Well, I looked through the commits and found that one, which would 
explain the changed behavior.

To be sure, and to follow your request, I took Linux 4.8.4 and reverted 
your commit (attached). Then I deleted the firmware again from the 
initramfs, and rebooted. The devices showed up just fine as before.

So to summarize, the commit is indeed the culprit.

Thank you for looking into this.


Kind regards,

Paul

Comments

Rasesh Mody Oct. 27, 2016, 6:16 p.m. | #1
> From: dept_hsg_linux_nic_dev-bounces@qlclistserver.qlogic.com

> [mailto:dept_hsg_linux_nic_dev-bounces@qlclistserver.qlogic.com] On

> Behalf Of Paul Menzel

> 

> Dear Baoquan,

> 

> 

> On 10/26/16 14:00, Baoquan He wrote:

> 

> > On 10/26/16 at 12:31pm, Paul Menzel wrote:

> >>>>         dev->hw_features = NETIF_F_IP_CSUM | NETIF_F_SG | @@

> >>>> -8607,6 +8608,7 @@ bnx2_init_one(struct pci_dev *pdev, const struct

> >>>> pci_device_id *ent)

> >>>>         return 0;

> >>>>

> >>>>  error:

> >>>> +       bnx2_release_firmware(bp);

> >>>>         pci_iounmap(pdev, bp->regview);

> >>>>         pci_release_regions(pdev);

> >>>>         pci_disable_device(pdev);

> >>

> >> Baoquan, could you please fix this regression. My suggestion is, that

> >> you add the old code back, but check if the firmware has been loaded.

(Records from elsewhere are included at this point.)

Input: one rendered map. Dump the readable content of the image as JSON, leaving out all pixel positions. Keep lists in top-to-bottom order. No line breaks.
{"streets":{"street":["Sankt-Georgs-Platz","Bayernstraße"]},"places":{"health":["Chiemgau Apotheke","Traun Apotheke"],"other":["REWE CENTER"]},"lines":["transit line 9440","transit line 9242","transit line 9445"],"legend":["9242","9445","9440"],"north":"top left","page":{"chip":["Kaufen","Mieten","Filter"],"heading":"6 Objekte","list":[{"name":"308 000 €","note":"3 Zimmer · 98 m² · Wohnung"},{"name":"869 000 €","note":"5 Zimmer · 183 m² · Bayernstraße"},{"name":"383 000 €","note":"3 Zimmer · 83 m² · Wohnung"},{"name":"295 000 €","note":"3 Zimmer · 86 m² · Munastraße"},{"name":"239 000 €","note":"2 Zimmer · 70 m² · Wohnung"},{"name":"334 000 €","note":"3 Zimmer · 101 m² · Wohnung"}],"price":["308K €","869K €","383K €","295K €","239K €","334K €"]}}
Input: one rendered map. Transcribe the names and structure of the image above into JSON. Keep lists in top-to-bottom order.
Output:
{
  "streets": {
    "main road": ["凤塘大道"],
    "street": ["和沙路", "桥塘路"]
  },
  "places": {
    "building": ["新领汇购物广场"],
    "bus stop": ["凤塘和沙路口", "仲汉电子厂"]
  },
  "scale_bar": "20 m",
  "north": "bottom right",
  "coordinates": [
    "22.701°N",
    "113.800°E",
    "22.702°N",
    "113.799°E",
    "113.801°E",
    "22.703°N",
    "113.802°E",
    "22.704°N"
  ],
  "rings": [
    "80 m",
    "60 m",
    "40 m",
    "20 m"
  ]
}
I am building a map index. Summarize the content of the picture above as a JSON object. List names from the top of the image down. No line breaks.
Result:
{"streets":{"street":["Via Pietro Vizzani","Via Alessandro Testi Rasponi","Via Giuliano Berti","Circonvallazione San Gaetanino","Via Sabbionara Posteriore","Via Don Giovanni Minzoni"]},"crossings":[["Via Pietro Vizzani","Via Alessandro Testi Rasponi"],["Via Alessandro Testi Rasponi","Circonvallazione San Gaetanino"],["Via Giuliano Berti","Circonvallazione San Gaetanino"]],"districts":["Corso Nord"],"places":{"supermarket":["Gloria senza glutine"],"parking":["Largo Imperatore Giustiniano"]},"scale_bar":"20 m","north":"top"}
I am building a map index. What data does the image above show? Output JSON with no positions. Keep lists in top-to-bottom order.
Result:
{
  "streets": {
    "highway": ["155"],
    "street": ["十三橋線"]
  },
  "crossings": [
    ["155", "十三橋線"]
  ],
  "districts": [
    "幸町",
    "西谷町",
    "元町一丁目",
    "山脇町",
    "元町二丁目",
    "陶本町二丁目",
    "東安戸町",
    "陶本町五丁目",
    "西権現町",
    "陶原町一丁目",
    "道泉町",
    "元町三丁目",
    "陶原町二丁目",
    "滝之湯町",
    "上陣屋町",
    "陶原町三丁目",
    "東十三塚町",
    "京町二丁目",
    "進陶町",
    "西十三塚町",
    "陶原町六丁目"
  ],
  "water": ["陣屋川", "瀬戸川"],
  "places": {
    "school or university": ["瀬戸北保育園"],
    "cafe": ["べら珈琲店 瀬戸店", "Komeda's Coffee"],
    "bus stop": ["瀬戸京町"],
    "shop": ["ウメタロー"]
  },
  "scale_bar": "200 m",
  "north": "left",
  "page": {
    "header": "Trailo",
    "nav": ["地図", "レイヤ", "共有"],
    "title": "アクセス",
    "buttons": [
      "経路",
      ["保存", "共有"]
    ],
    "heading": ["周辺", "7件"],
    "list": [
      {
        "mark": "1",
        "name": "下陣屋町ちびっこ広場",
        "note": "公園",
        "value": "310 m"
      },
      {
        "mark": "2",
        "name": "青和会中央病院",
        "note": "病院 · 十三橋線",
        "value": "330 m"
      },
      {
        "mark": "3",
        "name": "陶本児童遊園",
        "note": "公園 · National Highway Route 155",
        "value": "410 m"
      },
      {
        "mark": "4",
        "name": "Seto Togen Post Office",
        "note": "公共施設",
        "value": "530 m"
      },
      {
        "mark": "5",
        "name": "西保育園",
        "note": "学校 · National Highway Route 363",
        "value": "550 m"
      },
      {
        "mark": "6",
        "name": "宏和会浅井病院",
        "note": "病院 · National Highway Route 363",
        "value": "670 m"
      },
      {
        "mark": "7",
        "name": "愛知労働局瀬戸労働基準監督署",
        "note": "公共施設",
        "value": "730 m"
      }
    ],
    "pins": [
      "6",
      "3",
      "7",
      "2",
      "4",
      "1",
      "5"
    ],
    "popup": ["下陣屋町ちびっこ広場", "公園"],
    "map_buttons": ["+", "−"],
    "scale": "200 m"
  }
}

> >> If it hasn’t, load it again.

> >>

> >> That way, people can update their Linux kernel, and it continues

> >> working without changing the initramfs, or anything else.

> >

> > I saw your mail but I am also not familiar with bnx2 driver. As the

> > commit log says I just tried to make bnx2 driver reset itself earlier.

> >

> > So you did a git bisect and found this commit caused the regression,

> > right? If yes, and network developers have no action, I will look into

> > the code and see if I have idea to fix it.

> 

> Well, I looked through the commits and found that one, which would explain

> the changed behavior.

> 

> To be sure, and to follow your request, I took Linux 4.8.4 and reverted your

> commit (attached). Then I deleted the firmware again from the initramfs,

> and rebooted. The devices showed up just fine as before.


Thanks Paul!
Acked-by: Rasesh Mody <Rasesh.Mody@cavium.com>


> So to summarize, the commit is indeed the culprit.

> 

> Thank you for looking into this.

> 

> 

> Kind regards,

> 

> Paul
Baoquan He Oct. 29, 2016, 2:55 a.m. | #2
On 10/27/16 at 03:21pm, Paul Menzel wrote:
> Dear Baoquan,

> > > Baoquan, could you please fix this regression. My suggestion is, that you

> > > add the old code back, but check if the firmware has been loaded. If it

> > > hasn’t, load it again.

> > > 

> > > That way, people can update their Linux kernel, and it continues working

> > > without changing the initramfs, or anything else.

> > 

> > I saw your mail but I am also not familiar with bnx2 driver. As the

> > commit log says I just tried to make bnx2 driver reset itself earlier.

> > 

> > So you did a git bisect and found this commit caused the regression,

> > right? If yes, and network developers have no action, I will look into

> > the code and see if I have idea to fix it.

> 

> Well, I looked through the commits and found that one, which would explain

> the changed behavior.

> 

> To be sure, and to follow your request, I took Linux 4.8.4 and reverted your

> commit (attached). Then I deleted the firmware again from the initramfs, and

> rebooted. The devices showed up just fine as before.

> 

> So to summarize, the commit is indeed the culprit.


Hi Paul,

Sorry for this.

Could you tell the steps to reproduce? I will find a machine with bnx2
NIC and check if there's other ways.

Thanks
Baoquan

> From 61b8dac8796343a797858b4a2eb0a59a0cfcd735 Mon Sep 17 00:00:00 2001

> From: Paul Menzel <pmenzel@molgen.mpg.de>

> Date: Thu, 27 Oct 2016 11:34:52 +0200

> Subject: [PATCH] Revert "bnx2: Reset device during driver initialization"

> 

> This reverts commit 3e1be7ad2d38c6bd6aeef96df9bd0a7822f4e51c.

> ---

>  drivers/net/ethernet/broadcom/bnx2.c | 12 +++++-------

>  1 file changed, 5 insertions(+), 7 deletions(-)

> 

> diff --git a/drivers/net/ethernet/broadcom/bnx2.c b/drivers/net/ethernet/broadcom/bnx2.c

> index 27f11a5..ecd357d 100644

> --- a/drivers/net/ethernet/broadcom/bnx2.c

> +++ b/drivers/net/ethernet/broadcom/bnx2.c

> @@ -6356,6 +6356,10 @@ bnx2_open(struct net_device *dev)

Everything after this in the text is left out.